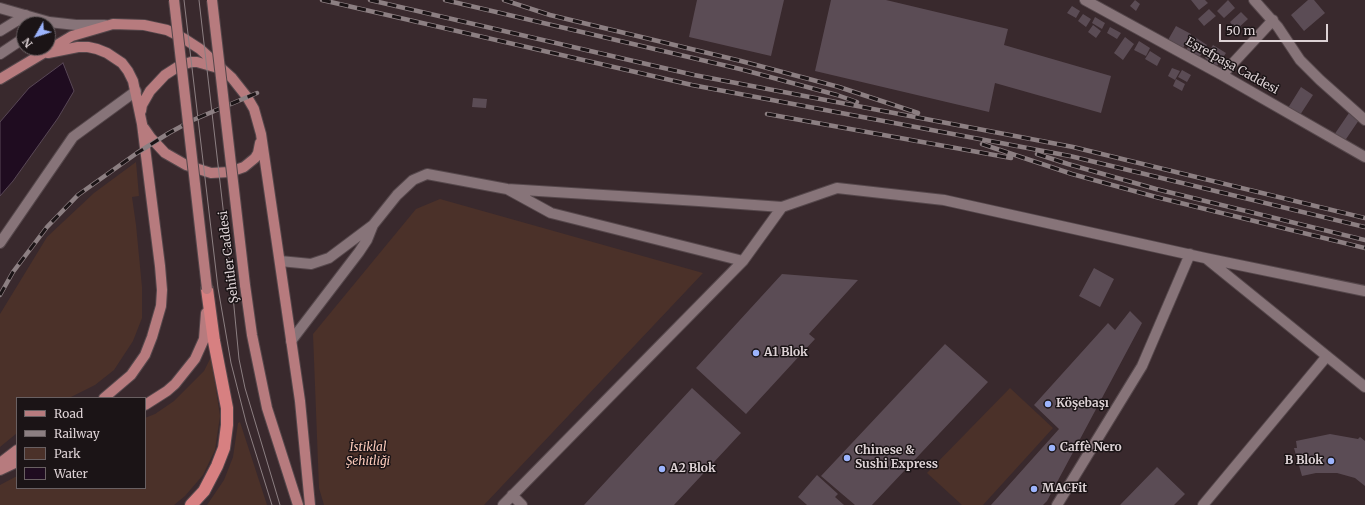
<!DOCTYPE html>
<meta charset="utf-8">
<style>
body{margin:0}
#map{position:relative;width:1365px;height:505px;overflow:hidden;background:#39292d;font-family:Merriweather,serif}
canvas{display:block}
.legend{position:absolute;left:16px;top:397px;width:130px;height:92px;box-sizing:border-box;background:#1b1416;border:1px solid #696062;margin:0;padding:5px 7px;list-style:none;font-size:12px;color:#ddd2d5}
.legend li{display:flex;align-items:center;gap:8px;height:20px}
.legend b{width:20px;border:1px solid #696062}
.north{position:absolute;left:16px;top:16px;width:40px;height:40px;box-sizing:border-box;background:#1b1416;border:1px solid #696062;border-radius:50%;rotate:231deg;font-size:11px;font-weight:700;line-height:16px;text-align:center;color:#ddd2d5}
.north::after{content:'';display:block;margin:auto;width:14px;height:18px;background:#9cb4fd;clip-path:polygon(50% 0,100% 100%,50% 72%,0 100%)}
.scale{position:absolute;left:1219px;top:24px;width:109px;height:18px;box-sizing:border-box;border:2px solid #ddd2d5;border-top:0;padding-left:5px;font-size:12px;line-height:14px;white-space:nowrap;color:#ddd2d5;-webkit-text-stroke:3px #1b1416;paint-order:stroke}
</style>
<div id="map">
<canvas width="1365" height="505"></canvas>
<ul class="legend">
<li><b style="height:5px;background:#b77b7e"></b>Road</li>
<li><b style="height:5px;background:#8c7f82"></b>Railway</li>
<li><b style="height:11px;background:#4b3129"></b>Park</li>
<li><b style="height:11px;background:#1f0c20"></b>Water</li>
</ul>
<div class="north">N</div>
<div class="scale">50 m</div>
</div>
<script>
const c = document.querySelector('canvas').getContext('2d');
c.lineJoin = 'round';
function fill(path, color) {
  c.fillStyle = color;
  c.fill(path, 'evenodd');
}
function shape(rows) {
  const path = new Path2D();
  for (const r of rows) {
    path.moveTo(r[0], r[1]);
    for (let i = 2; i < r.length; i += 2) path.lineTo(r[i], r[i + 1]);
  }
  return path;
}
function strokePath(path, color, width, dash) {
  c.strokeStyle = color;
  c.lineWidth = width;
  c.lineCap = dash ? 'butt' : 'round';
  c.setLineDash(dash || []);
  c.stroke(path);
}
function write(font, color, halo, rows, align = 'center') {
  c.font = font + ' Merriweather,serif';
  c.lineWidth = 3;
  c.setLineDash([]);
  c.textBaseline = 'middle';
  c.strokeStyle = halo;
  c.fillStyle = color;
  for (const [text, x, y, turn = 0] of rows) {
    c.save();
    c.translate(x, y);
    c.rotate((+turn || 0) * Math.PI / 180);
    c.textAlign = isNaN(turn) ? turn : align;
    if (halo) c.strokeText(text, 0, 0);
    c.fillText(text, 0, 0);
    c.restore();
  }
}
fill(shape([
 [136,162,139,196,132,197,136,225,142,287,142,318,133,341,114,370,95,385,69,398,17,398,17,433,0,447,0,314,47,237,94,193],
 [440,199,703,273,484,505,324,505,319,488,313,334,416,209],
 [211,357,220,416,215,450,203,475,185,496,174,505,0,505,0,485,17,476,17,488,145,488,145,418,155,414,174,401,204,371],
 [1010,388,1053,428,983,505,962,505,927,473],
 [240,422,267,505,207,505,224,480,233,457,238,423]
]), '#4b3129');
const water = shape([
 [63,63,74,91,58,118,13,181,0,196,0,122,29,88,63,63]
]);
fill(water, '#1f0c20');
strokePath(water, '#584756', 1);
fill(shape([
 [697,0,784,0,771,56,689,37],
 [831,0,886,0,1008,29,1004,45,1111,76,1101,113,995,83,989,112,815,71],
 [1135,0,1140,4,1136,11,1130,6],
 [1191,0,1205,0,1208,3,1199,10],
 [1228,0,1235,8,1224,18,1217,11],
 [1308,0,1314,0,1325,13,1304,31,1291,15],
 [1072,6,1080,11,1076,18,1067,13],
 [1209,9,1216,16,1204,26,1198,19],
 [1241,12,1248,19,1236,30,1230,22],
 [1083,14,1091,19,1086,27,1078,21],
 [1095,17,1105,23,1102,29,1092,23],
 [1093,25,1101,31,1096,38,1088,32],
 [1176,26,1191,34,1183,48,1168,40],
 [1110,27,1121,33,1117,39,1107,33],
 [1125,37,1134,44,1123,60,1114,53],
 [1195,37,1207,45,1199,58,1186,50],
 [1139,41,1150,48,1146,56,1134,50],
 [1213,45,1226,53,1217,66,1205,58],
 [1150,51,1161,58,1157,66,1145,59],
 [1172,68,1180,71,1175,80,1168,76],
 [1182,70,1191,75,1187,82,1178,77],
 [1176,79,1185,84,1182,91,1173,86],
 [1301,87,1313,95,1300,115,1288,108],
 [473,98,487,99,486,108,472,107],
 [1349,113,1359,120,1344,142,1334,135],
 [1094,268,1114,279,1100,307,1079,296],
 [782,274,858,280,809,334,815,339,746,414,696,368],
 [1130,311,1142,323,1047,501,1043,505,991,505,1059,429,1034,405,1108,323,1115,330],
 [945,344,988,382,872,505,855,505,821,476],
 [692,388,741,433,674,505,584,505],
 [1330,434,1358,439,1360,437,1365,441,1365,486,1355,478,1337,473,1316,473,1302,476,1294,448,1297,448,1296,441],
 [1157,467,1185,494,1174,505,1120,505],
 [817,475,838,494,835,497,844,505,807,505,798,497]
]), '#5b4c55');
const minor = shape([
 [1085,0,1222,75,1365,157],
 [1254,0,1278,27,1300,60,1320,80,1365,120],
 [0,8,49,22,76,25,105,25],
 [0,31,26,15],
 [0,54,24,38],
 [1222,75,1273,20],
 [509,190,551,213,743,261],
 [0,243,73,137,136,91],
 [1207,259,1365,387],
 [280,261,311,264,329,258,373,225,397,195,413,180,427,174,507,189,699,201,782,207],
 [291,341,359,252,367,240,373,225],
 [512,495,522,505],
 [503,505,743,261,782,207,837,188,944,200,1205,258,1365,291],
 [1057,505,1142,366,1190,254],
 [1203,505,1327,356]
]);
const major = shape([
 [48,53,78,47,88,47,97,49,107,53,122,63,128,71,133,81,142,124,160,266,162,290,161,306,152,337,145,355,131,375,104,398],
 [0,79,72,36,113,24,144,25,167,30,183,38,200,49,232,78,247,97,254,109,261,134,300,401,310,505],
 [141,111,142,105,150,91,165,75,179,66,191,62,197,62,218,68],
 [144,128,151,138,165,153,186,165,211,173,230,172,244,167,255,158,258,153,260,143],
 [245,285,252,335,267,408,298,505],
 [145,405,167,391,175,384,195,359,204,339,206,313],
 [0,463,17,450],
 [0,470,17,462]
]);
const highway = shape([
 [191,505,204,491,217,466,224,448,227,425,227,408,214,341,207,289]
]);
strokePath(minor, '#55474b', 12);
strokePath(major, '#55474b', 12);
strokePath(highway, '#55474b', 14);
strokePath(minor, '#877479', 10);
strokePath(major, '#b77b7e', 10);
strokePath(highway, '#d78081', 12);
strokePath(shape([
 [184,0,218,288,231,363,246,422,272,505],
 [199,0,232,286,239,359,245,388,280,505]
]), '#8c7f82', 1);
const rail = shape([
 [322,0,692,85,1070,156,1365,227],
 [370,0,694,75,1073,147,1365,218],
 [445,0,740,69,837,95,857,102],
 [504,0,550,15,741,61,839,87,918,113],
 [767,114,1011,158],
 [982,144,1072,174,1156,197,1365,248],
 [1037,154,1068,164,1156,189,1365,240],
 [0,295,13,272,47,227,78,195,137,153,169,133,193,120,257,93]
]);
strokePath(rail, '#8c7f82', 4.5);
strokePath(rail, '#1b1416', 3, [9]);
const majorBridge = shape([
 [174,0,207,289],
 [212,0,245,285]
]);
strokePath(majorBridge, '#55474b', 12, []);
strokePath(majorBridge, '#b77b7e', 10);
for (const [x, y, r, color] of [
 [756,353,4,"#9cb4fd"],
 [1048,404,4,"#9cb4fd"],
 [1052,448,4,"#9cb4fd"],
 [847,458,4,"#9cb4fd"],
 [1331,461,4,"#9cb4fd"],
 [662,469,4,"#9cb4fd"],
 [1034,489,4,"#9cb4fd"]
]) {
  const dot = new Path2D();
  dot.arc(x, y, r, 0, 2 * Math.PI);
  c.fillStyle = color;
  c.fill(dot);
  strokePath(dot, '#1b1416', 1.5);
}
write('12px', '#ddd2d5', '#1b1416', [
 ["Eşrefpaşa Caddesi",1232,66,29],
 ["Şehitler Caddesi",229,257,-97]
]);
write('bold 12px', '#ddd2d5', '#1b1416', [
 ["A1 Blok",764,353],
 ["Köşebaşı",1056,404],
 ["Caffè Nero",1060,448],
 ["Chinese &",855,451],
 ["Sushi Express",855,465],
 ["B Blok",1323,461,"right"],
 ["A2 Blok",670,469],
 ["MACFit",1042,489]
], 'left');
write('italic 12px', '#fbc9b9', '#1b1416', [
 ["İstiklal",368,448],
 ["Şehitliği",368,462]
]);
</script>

________________________

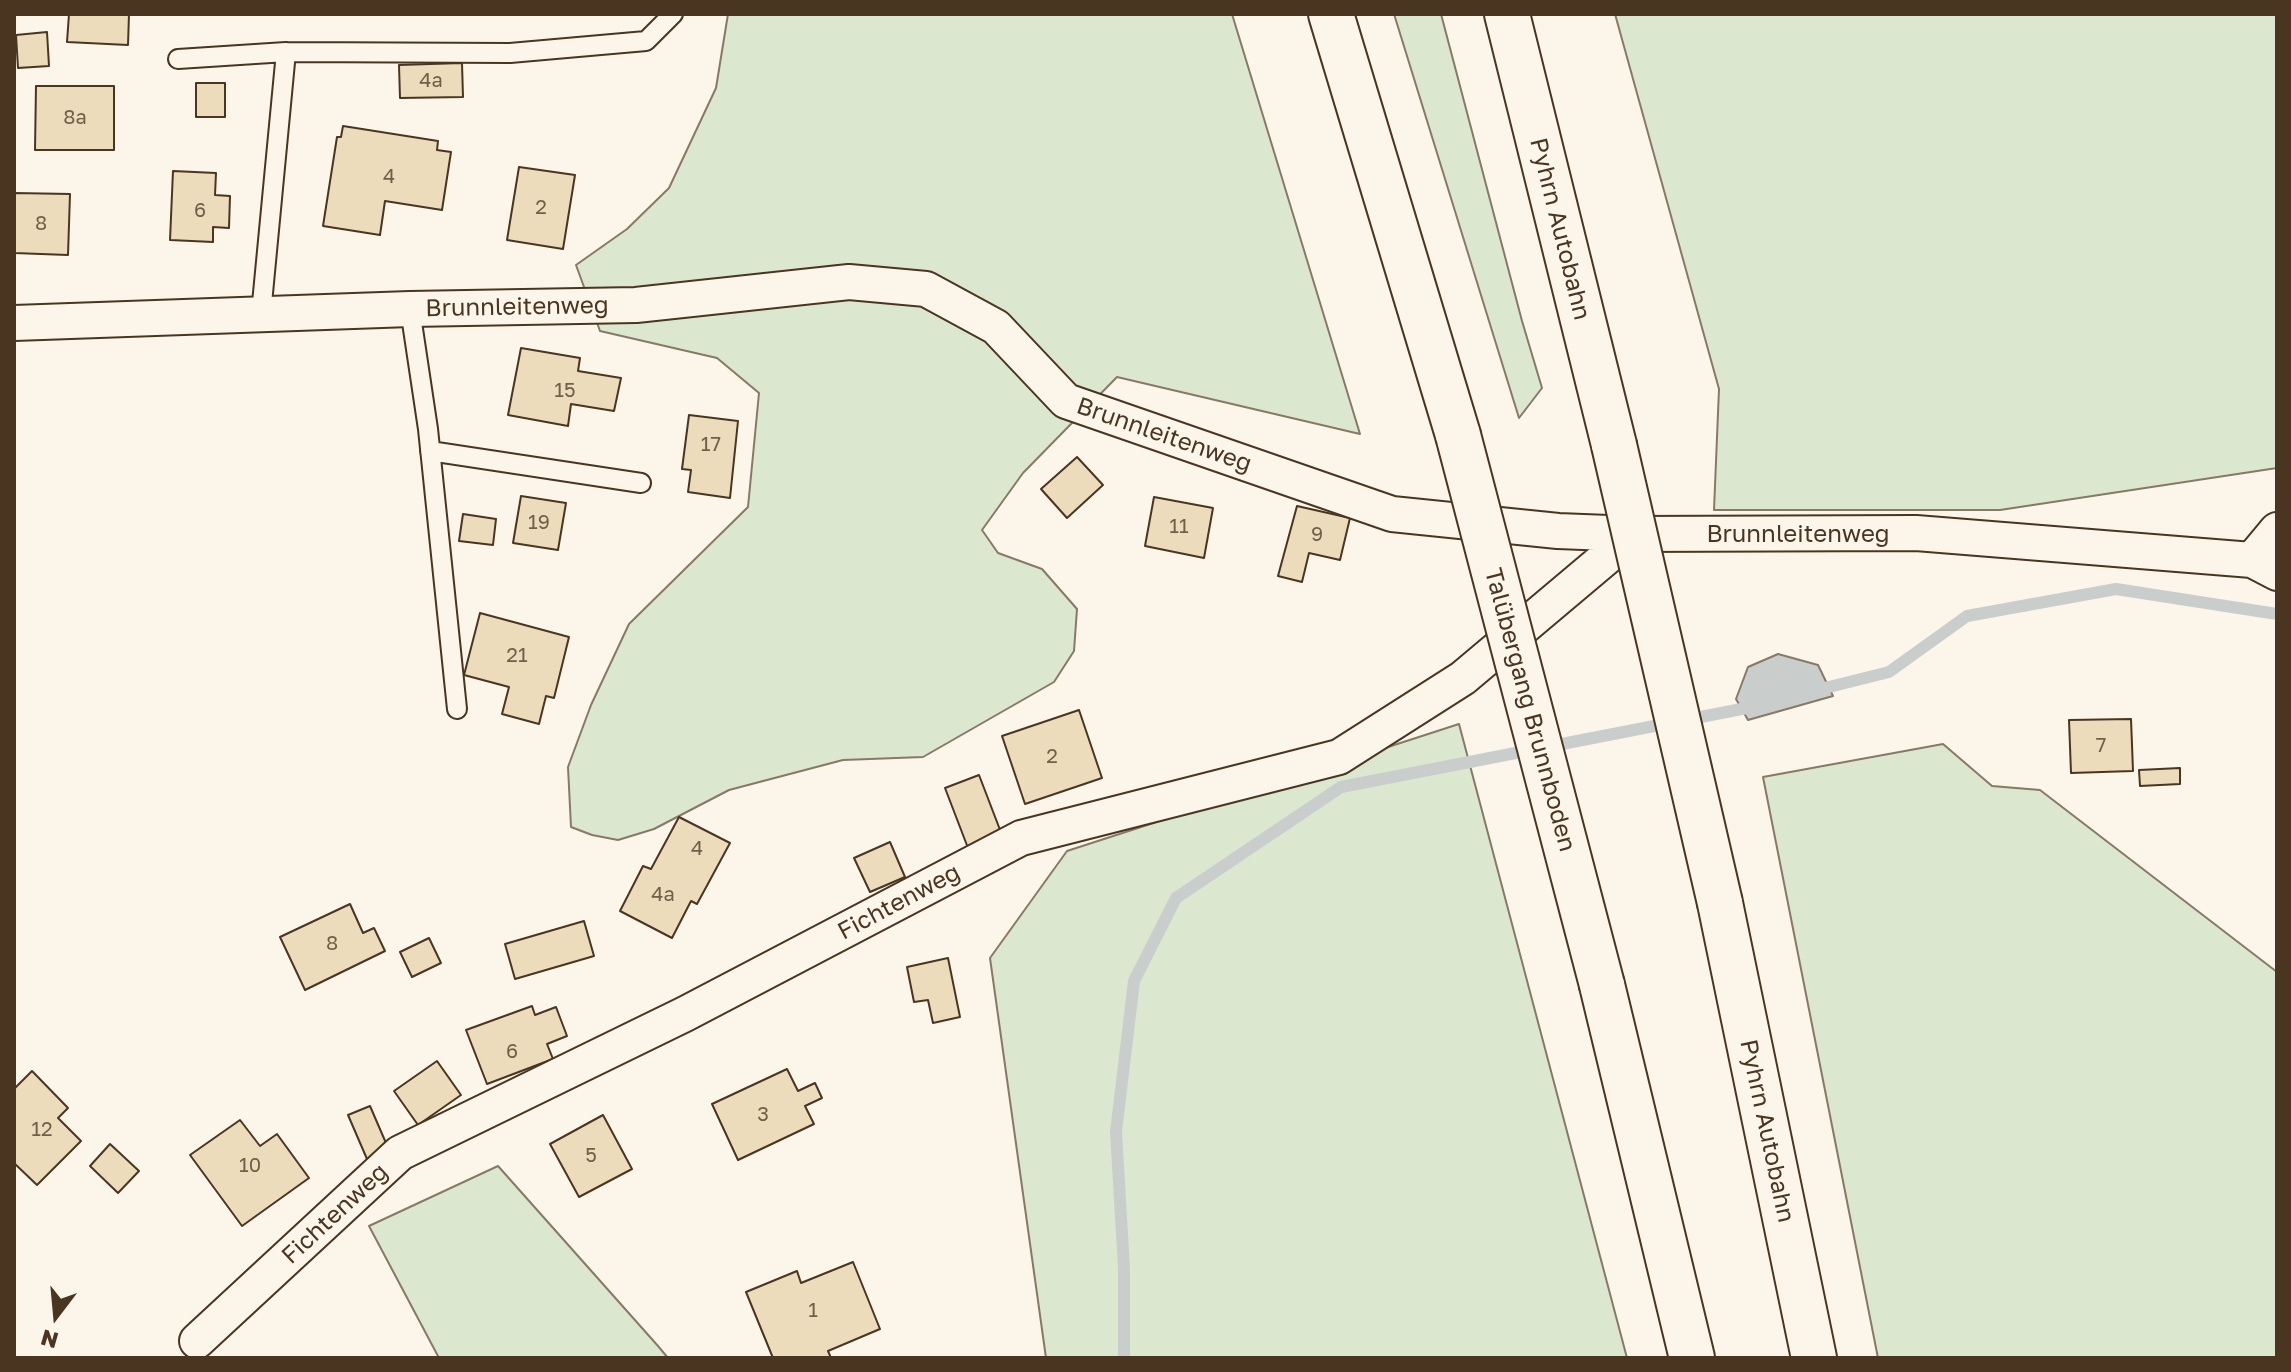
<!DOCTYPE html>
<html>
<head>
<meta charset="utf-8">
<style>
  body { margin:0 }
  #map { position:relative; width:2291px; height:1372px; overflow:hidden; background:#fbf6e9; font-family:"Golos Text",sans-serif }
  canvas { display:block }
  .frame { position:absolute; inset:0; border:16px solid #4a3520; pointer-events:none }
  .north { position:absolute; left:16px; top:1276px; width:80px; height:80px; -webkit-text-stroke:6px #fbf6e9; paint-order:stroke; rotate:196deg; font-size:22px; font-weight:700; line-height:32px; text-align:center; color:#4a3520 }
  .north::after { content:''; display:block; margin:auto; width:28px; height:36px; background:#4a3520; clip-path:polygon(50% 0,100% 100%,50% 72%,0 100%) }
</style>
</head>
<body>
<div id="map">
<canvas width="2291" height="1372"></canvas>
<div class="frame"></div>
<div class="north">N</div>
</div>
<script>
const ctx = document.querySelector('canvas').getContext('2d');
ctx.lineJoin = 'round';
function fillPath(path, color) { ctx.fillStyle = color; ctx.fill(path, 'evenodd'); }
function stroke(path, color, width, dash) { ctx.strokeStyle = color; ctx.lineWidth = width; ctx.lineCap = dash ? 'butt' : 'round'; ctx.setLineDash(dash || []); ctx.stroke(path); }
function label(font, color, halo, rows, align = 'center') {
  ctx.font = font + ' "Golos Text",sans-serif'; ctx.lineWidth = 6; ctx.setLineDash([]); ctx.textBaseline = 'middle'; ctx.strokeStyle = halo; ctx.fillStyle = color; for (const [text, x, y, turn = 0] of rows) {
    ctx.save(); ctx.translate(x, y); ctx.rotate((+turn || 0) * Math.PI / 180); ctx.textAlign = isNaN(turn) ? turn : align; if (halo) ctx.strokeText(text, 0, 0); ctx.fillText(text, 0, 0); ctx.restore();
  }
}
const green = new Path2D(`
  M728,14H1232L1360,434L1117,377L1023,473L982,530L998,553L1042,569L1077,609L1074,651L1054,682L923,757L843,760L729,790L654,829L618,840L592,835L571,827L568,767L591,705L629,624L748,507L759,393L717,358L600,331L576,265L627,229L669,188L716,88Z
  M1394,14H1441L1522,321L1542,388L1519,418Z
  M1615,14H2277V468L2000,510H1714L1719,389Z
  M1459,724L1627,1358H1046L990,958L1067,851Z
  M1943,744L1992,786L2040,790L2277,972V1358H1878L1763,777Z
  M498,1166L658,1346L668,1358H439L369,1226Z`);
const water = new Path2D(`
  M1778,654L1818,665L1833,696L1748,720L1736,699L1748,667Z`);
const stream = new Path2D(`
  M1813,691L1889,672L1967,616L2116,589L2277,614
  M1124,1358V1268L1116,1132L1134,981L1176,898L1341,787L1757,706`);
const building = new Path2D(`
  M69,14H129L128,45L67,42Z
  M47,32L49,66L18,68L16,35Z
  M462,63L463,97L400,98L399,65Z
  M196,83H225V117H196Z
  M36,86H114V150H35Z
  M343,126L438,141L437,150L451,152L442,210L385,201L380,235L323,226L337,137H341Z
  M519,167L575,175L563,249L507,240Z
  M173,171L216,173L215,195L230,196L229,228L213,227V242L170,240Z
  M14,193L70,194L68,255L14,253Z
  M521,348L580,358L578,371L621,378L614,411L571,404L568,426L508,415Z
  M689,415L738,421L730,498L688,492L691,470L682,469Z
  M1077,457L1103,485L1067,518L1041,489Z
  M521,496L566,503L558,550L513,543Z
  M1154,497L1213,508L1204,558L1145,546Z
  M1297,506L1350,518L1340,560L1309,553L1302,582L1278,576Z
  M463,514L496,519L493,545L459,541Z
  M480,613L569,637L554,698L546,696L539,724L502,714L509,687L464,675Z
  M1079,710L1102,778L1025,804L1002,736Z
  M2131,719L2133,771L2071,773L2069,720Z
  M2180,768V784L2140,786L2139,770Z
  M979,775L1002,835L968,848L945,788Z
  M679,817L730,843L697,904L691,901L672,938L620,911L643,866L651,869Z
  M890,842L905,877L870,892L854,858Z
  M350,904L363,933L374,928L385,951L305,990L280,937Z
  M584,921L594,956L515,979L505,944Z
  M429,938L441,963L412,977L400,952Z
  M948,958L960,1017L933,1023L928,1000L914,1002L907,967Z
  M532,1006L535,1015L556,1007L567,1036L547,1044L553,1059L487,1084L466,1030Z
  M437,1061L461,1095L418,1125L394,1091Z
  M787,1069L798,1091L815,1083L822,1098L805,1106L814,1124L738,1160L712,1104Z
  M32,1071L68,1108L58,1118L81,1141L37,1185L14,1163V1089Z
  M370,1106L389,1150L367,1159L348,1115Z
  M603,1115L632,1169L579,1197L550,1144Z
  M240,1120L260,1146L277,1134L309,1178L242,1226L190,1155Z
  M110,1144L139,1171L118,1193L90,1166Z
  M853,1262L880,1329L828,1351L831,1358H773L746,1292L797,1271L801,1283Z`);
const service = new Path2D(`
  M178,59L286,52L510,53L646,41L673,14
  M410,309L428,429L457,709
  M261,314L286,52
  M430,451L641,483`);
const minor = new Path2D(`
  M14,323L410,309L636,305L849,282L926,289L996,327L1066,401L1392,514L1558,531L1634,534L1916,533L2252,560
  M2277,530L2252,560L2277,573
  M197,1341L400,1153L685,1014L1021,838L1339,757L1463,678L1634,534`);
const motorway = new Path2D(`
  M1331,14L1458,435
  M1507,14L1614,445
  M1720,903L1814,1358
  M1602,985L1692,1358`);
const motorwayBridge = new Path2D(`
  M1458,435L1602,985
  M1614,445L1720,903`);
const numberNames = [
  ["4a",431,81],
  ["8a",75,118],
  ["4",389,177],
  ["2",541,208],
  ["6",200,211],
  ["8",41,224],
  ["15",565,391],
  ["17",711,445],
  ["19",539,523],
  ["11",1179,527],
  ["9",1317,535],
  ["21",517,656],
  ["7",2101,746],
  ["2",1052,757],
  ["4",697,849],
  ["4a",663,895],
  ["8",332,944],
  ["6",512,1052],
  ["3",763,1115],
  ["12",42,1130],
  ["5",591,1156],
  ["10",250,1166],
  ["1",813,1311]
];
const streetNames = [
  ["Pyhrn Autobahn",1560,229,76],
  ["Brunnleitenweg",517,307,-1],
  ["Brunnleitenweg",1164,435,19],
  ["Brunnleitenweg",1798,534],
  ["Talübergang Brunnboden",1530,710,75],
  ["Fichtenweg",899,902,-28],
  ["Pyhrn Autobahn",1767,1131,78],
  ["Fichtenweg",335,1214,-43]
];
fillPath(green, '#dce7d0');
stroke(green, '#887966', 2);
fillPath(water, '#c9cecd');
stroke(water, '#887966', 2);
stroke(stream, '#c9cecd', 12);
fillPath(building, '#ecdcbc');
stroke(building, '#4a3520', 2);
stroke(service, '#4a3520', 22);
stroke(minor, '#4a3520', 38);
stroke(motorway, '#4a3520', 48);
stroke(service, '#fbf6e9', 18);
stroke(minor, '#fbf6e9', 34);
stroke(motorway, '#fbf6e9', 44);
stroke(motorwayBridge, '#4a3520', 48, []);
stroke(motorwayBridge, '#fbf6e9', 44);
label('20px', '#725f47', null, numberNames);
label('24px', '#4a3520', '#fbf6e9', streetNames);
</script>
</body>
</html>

________________________

Task to complete: Above are the records; from them, give again exactly the lines from the one containing "content:''; display:block; margin:auto;" through the one containing "function label(font, color, halo, rows, align", both included.

Task response:
  .north::after { content:''; display:block; margin:auto; width:28px; height:36px; background:#4a3520; clip-path:polygon(50% 0,100% 100%,50% 72%,0 100%) }
</style>
</head>
<body>
<div id="map">
<canvas width="2291" height="1372"></canvas>
<div class="frame"></div>
<div class="north">N</div>
</div>
<script>
const ctx = document.querySelector('canvas').getContext('2d');
ctx.lineJoin = 'round';
function fillPath(path, color) { ctx.fillStyle = color; ctx.fill(path, 'evenodd'); }
function stroke(path, color, width, dash) { ctx.strokeStyle = color; ctx.lineWidth = width; ctx.lineCap = dash ? 'butt' : 'round'; ctx.setLineDash(dash || []); ctx.stroke(path); }
function label(font, color, halo, rows, align = 'center') {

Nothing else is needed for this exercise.